▶ **Collected data entries**
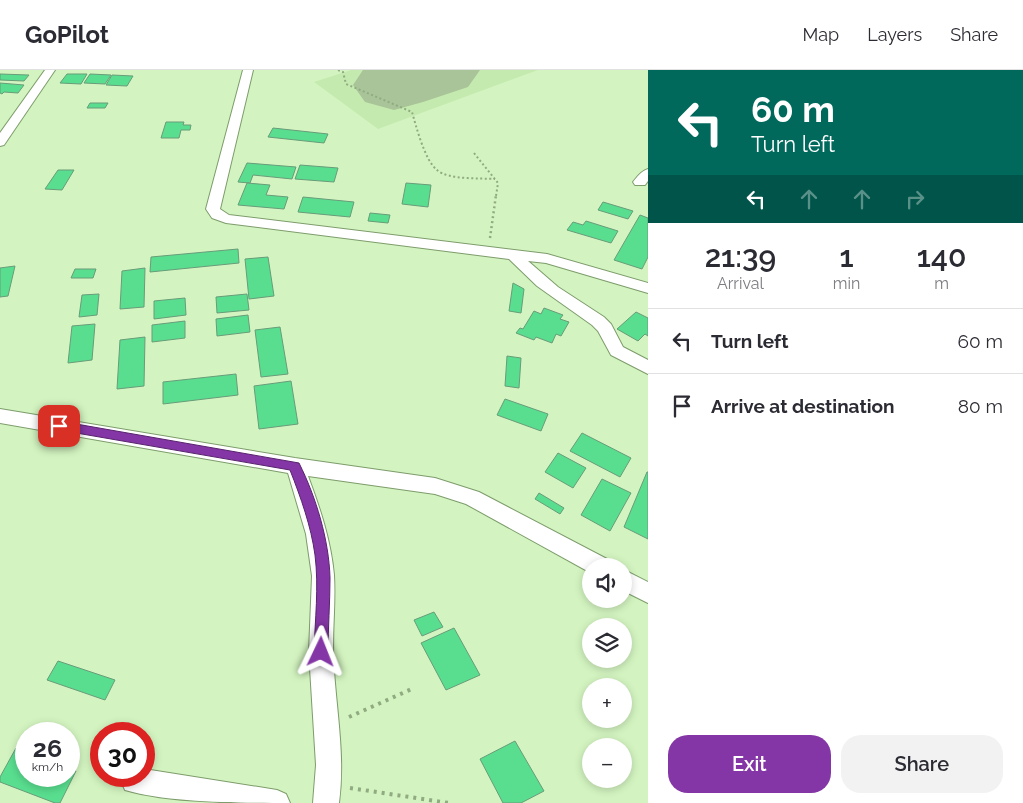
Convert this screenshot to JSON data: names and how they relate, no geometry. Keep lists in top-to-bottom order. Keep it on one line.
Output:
{"page":{"header":"GoPilot","nav":["Map","Layers","Share"],"turn":["60 m","Turn left"],"eta":["21:39","Arrival","1","min","140","m"],"list":[{"name":"Turn left","value":"60 m"},{"name":"Arrive at destination","value":"80 m"}],"map_buttons":["+","−"],"speed":"26 km/h","limit":"30","buttons":["Exit","Share"]}}
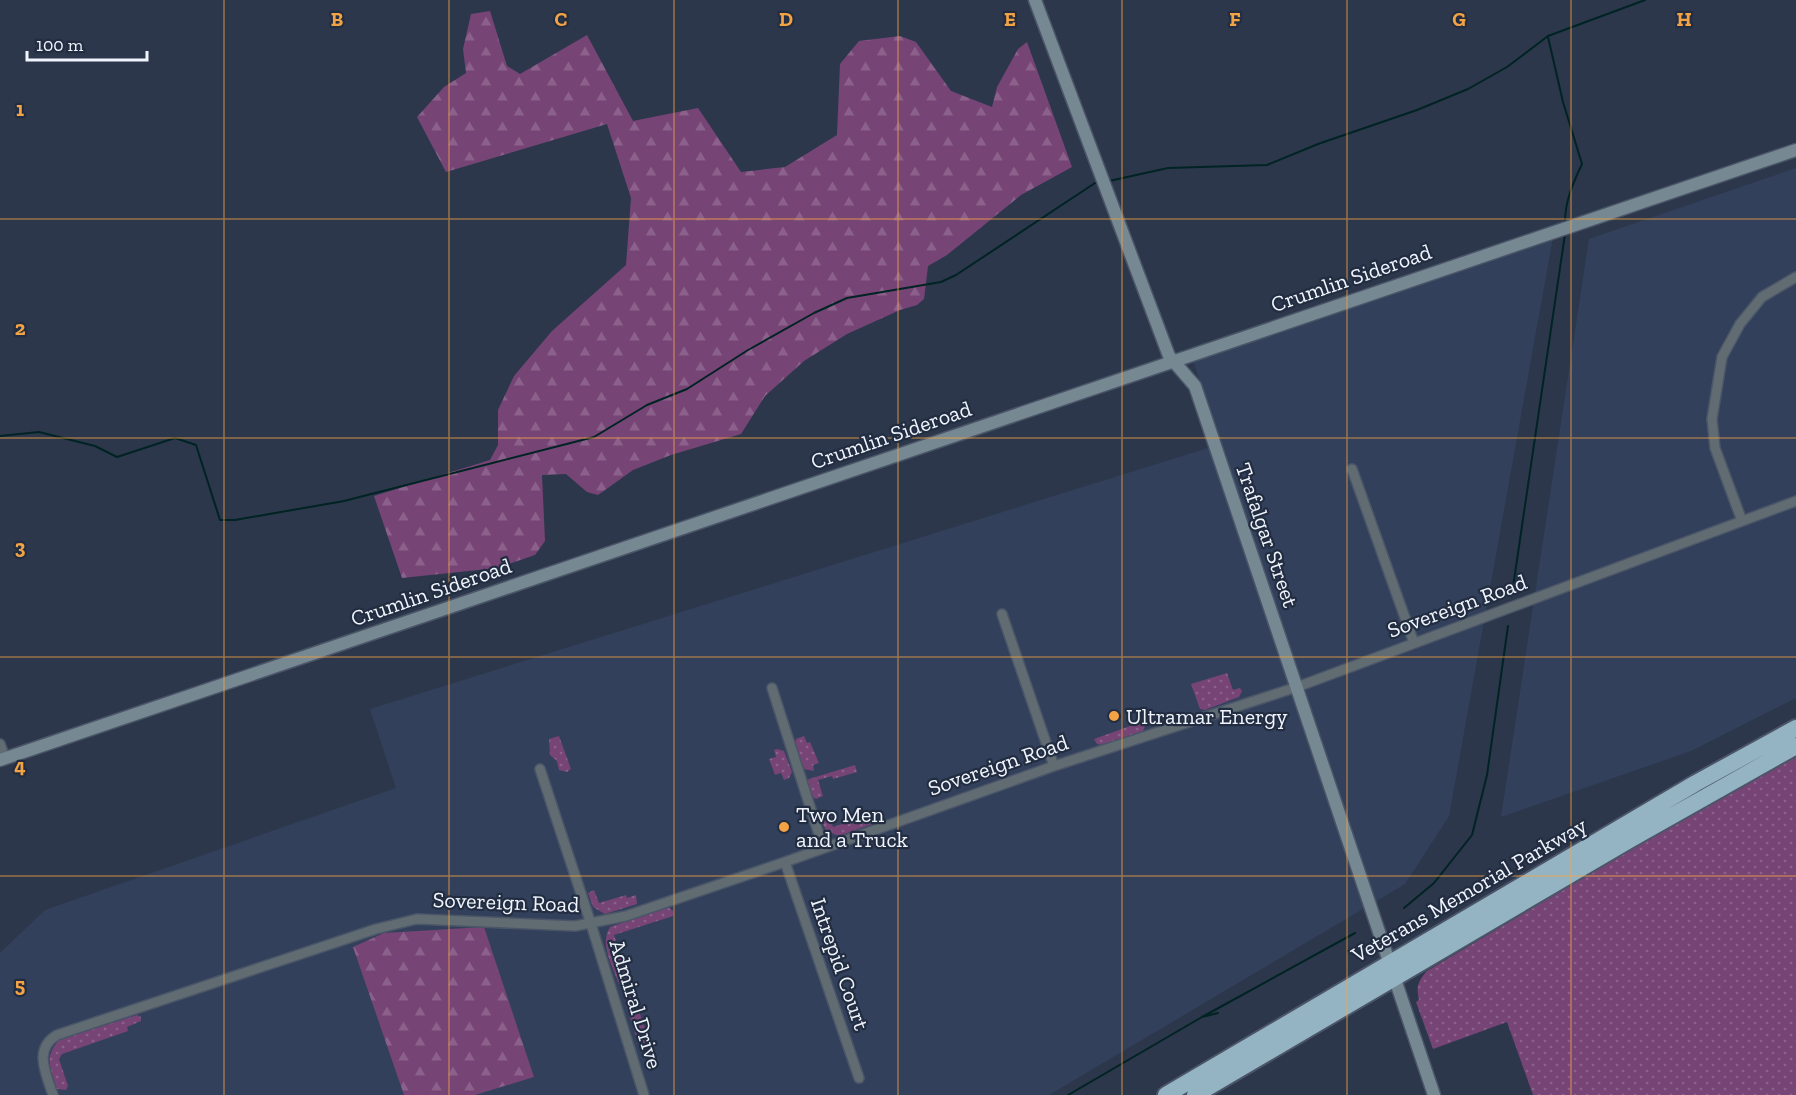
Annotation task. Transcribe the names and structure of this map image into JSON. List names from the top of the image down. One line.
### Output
{"streets":{"highway":["Veterans Memorial Parkway"],"street":["Crumlin Sideroad","Trafalgar Street","Sovereign Road","Intrepid Court","Admiral Drive"]},"crossings":[["Crumlin Sideroad","Trafalgar Street"],["Trafalgar Street","Sovereign Road"],["Trafalgar Street","Veterans Memorial Parkway"],["Sovereign Road","Intrepid Court"],["Sovereign Road","Admiral Drive"]],"places":["Ultramar Energy","Two Men and a Truck"],"scale_bar":"100 m","grid":{"columns":["B","C","D","E","F","G","H"],"rows":["1","2","3","4","5"]}}
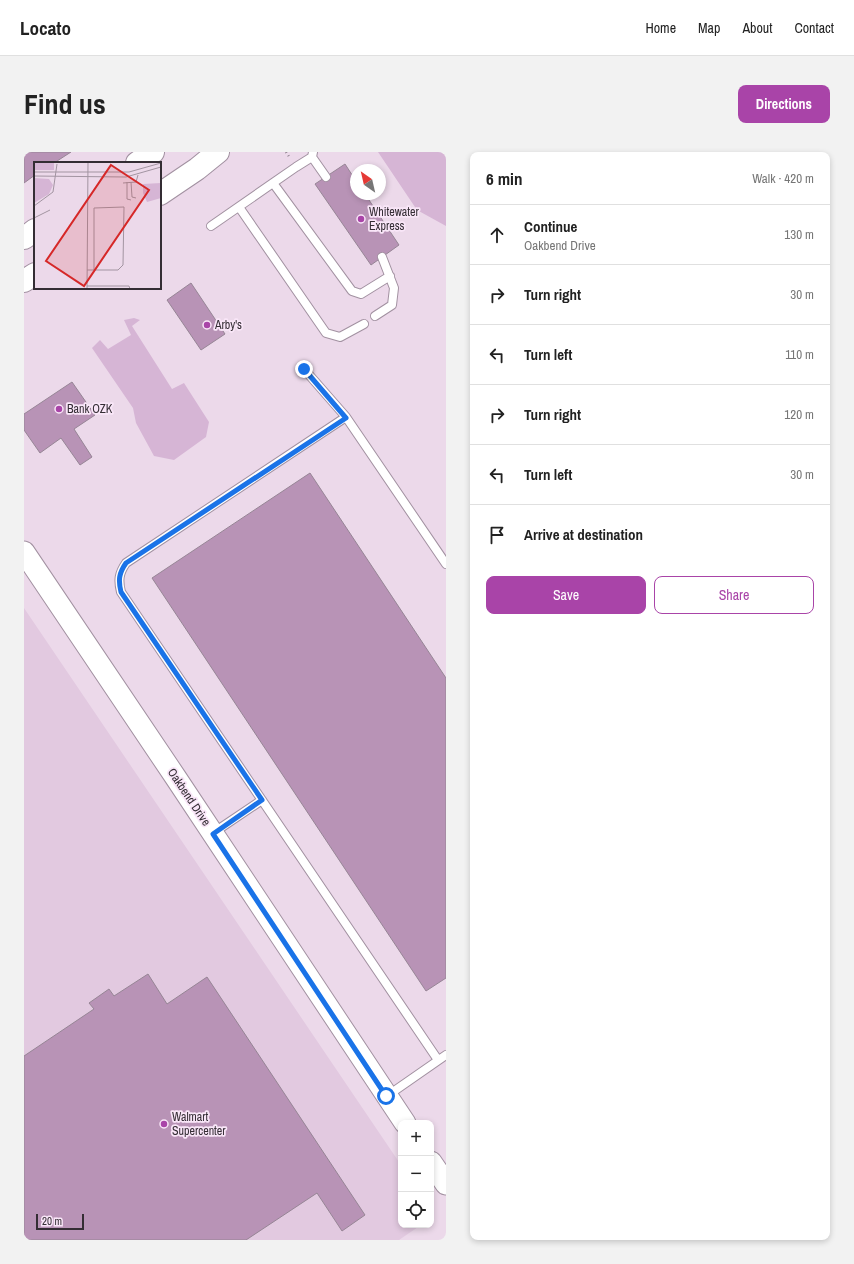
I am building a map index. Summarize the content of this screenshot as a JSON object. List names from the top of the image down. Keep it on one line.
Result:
{"streets":{"street":["Oakbend Drive"]},"places":["Whitewater Express","Arby's","Bank OZK","Walmart Supercenter"],"scale_bar":"20 m","north":"top left","page":{"header":"Locato","nav":["Home","Map","About","Contact"],"title":"Find us","buttons":["Directions",["Save","Share"]],"heading":["6 min","Walk · 420 m"],"list":[["Continue","Oakbend Drive","130 m"],["Turn right","30 m"],["Turn left","110 m"],["Turn right","120 m"],["Turn left","30 m"],"Arrive at destination"],"map_buttons":["+","−"],"scale":"20 m"}}
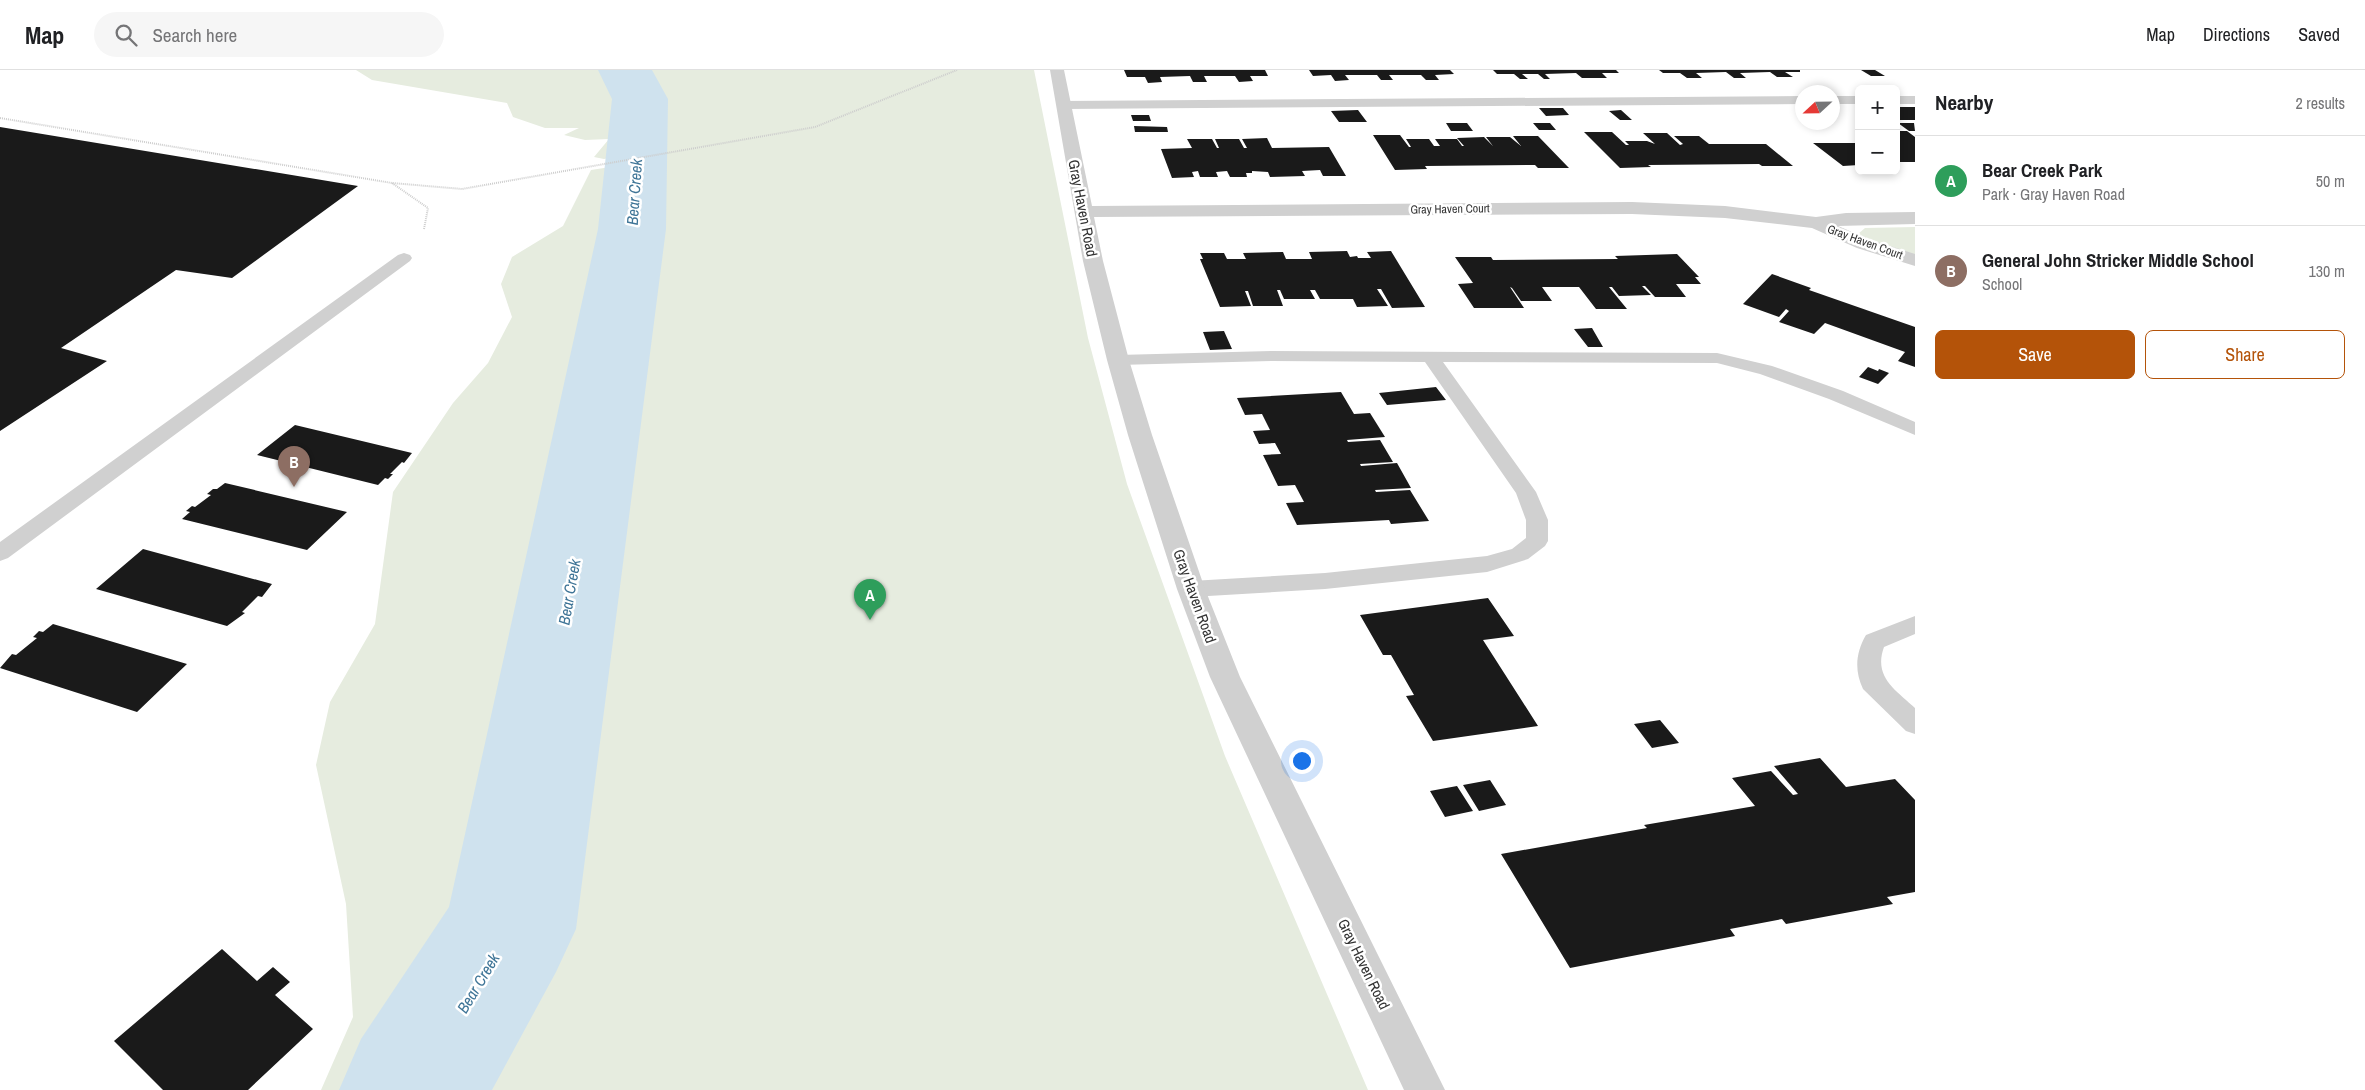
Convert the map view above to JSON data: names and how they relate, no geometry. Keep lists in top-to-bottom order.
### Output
{
  "streets": {
    "street": ["Gray Haven Road", "Gray Haven Court"]
  },
  "crossings": [
    ["Gray Haven Road", "Gray Haven Court"]
  ],
  "water": ["Bear Creek"],
  "north": "left",
  "page": {
    "header": "Map",
    "search": "Search here",
    "nav": ["Map", "Directions", "Saved"],
    "heading": ["Nearby", "2 results"],
    "map_buttons": ["+", "−"],
    "list": [
      {
        "mark": "A",
        "name": "Bear Creek Park",
        "note": "Park · Gray Haven Road",
        "value": "50 m"
      },
      {
        "mark": "B",
        "name": "General John Stricker Middle School",
        "note": "School",
        "value": "130 m"
      }
    ],
    "buttons": ["Save", "Share"],
    "pins": ["B", "A"]
  }
}
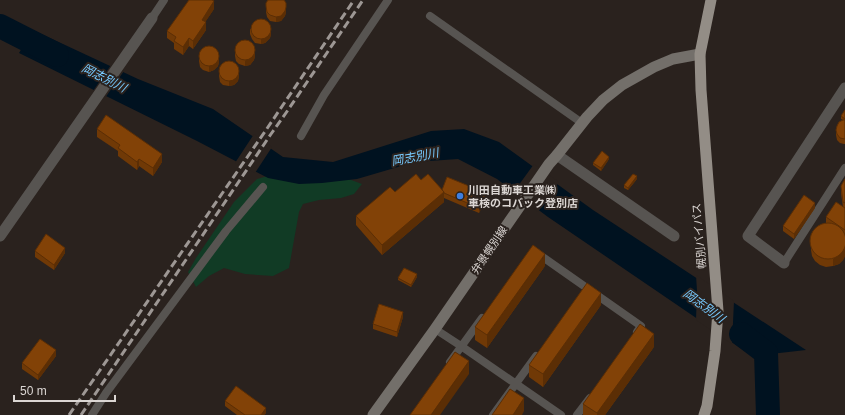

▶ **About this exercise**
What is wanted is a word-for-word restatement of the entries, without their images.

▶ **Written solution**
Convert this screenshot to JSON data: names and how they relate, no geometry. Keep lists in top-to-bottom order. Keep it on one line.
Output:
{"page":{"header":"GoPilot","nav":["Map","Layers","Share"],"turn":["60 m","Turn left"],"eta":["21:39","Arrival","1","min","140","m"],"list":[{"name":"Turn left","value":"60 m"},{"name":"Arrive at destination","value":"80 m"}],"map_buttons":["+","−"],"speed":"26 km/h","limit":"30","buttons":["Exit","Share"]}}
Annotation task. Transcribe the names and structure of this map image into JSON. List names from the top of the image down. One line.
### Output
{"streets":{"highway":["Veterans Memorial Parkway"],"street":["Crumlin Sideroad","Trafalgar Street","Sovereign Road","Intrepid Court","Admiral Drive"]},"crossings":[["Crumlin Sideroad","Trafalgar Street"],["Trafalgar Street","Sovereign Road"],["Trafalgar Street","Veterans Memorial Parkway"],["Sovereign Road","Intrepid Court"],["Sovereign Road","Admiral Drive"]],"places":["Ultramar Energy","Two Men and a Truck"],"scale_bar":"100 m","grid":{"columns":["B","C","D","E","F","G","H"],"rows":["1","2","3","4","5"]}}
I am building a map index. Summarize the content of this screenshot as a JSON object. List names from the top of the image down. Keep it on one line.
Result:
{"streets":{"street":["Oakbend Drive"]},"places":["Whitewater Express","Arby's","Bank OZK","Walmart Supercenter"],"scale_bar":"20 m","north":"top left","page":{"header":"Locato","nav":["Home","Map","About","Contact"],"title":"Find us","buttons":["Directions",["Save","Share"]],"heading":["6 min","Walk · 420 m"],"list":[["Continue","Oakbend Drive","130 m"],["Turn right","30 m"],["Turn left","110 m"],["Turn right","120 m"],["Turn left","30 m"],"Arrive at destination"],"map_buttons":["+","−"],"scale":"20 m"}}
Convert the map view above to JSON data: names and how they relate, no geometry. Keep lists in top-to-bottom order.
### Output
{
  "streets": {
    "street": ["Gray Haven Road", "Gray Haven Court"]
  },
  "crossings": [
    ["Gray Haven Road", "Gray Haven Court"]
  ],
  "water": ["Bear Creek"],
  "north": "left",
  "page": {
    "header": "Map",
    "search": "Search here",
    "nav": ["Map", "Directions", "Saved"],
    "heading": ["Nearby", "2 results"],
    "map_buttons": ["+", "−"],
    "list": [
      {
        "mark": "A",
        "name": "Bear Creek Park",
        "note": "Park · Gray Haven Road",
        "value": "50 m"
      },
      {
        "mark": "B",
        "name": "General John Stricker Middle School",
        "note": "School",
        "value": "130 m"
      }
    ],
    "buttons": ["Save", "Share"],
    "pins": ["B", "A"]
  }
}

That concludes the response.